O que nem todos sabem, e não vi comentado, é que o fotógrafo e documentarista Raymond Depardon fez, em 1980, um documentário sobre esse mesmo hospital, na ocasião ameaçado de fechamento – “San Clemente”, co-dirigido por Sophie Ristelhuerber, também técnica de som do filme.

Depardon fizera reportagens fotográficas em San Clemente, a partir de 1977, ano em que foi votada uma lei de reforma do sistema psiquiátrico italiano. Sancionada em 1978, determinava o fechamento dos asilos, além de prioridade à assistência extra-hospitalar e comunitária. Apesar de ter ficado conhecida como “Lei Basaglia”, o próprio psiquiatra Franco Basaglia (1924-1980), defensor da anti-psiquiatria, renegava o nome por considerar que não correspondia às suas ideias.

Basaglia teria dito a Depardon que “Veneza é um grande hospital psiquiátrico”, o que recebe confirmação de um interno,  no filme, quando diz não gostar da cidade por que ela “é uma confusão”.

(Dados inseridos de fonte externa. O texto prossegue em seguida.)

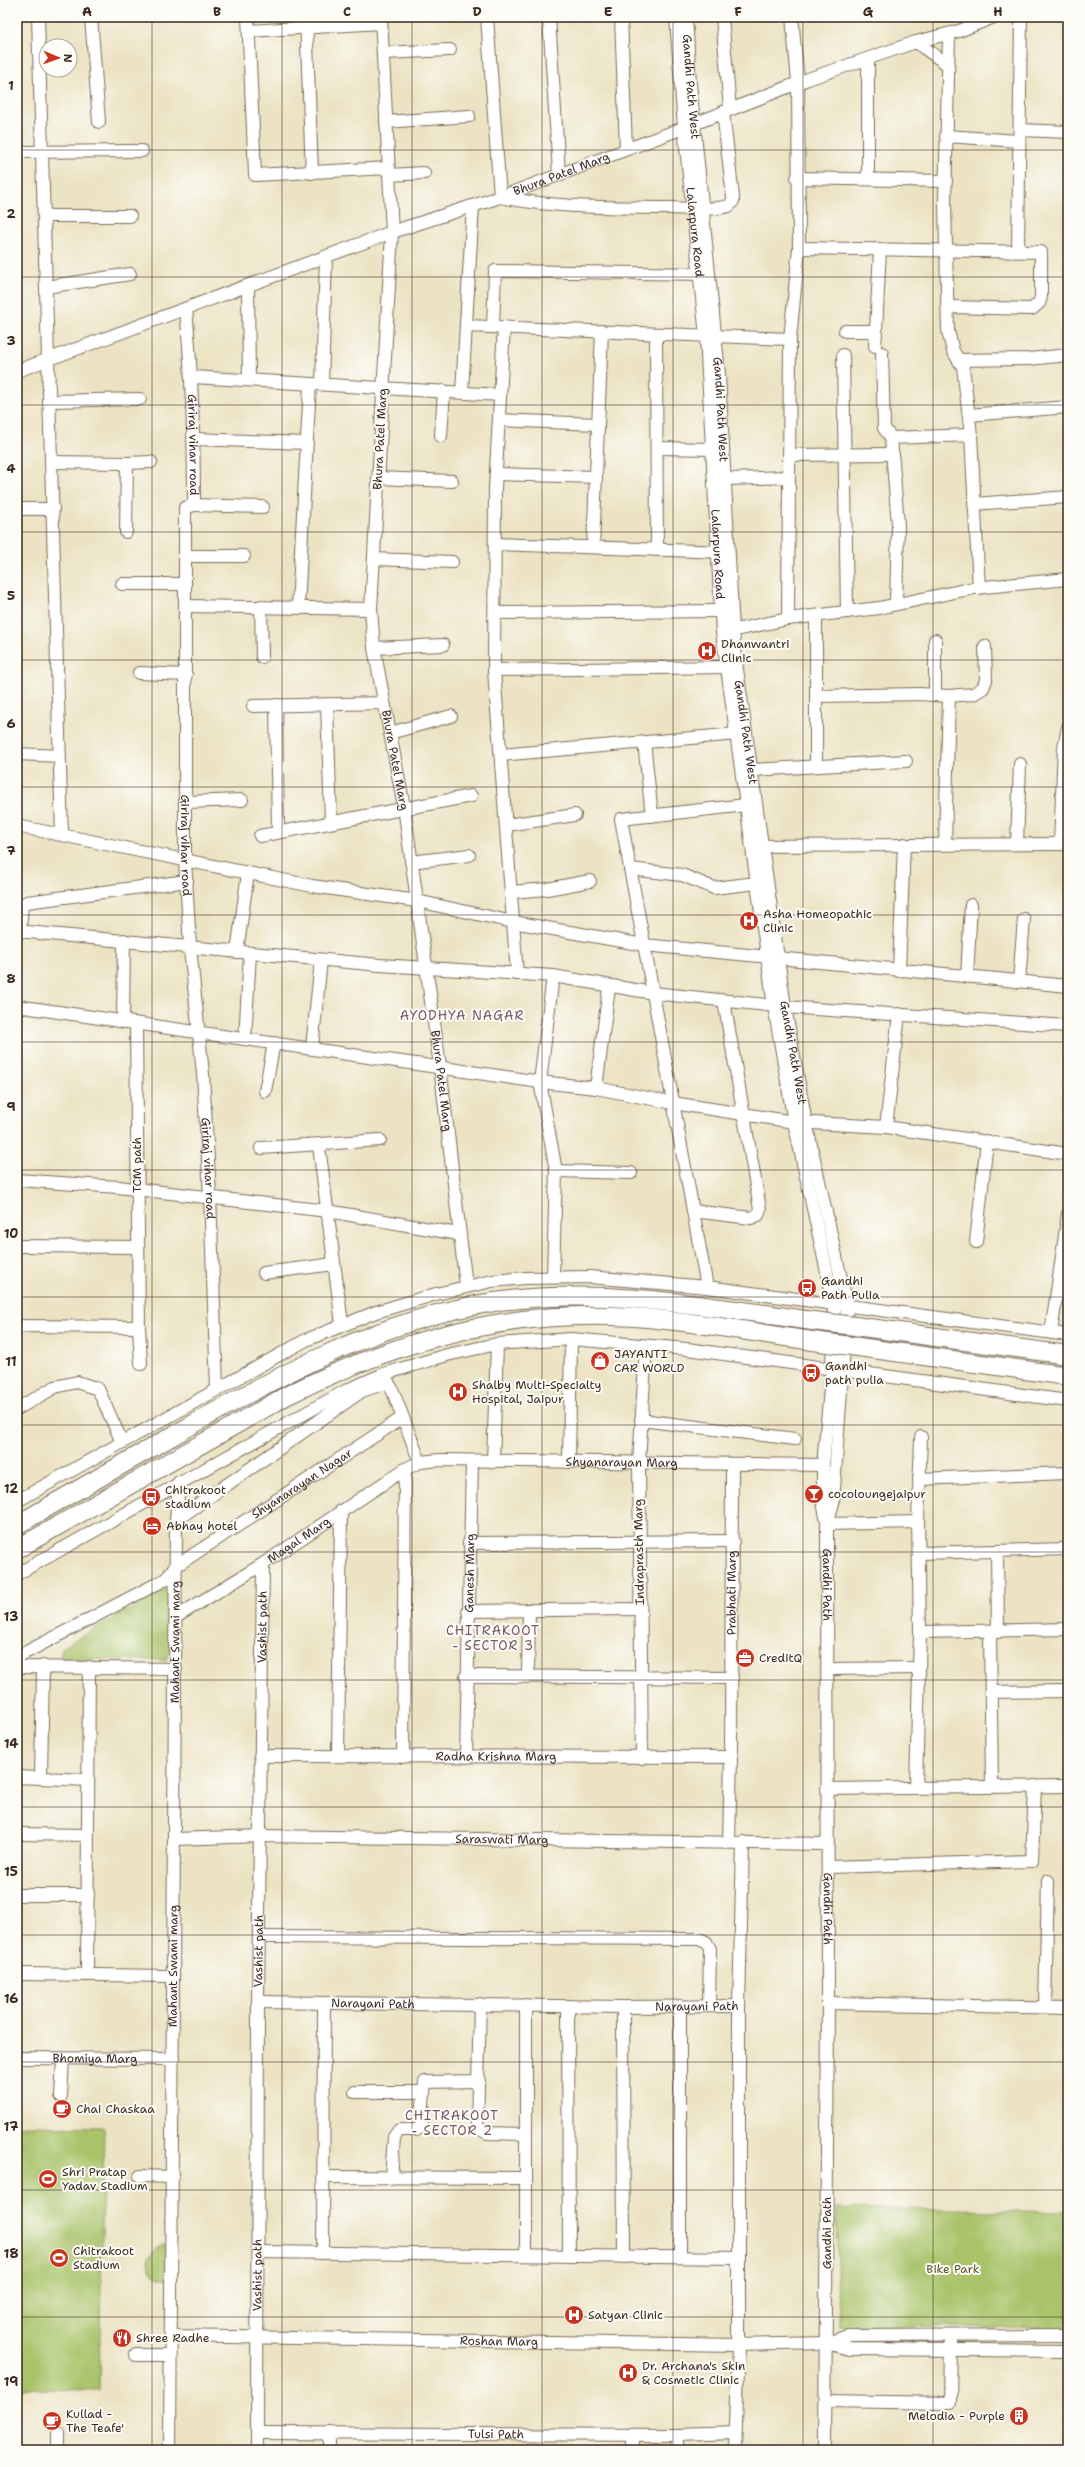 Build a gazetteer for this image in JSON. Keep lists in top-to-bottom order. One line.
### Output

Sem saber italiano, Depardon segue os internos de maneira ostensiva e insistente. Depois de ser expulso no primeiro plano do filme e de só ter consigo continuar a filmagem graças à intervenção de Basaglia, a câmera de Depardon se impõem aos homens e mulheres internados, apesar de ser rejeitada e atacada por eles mais de uma vez.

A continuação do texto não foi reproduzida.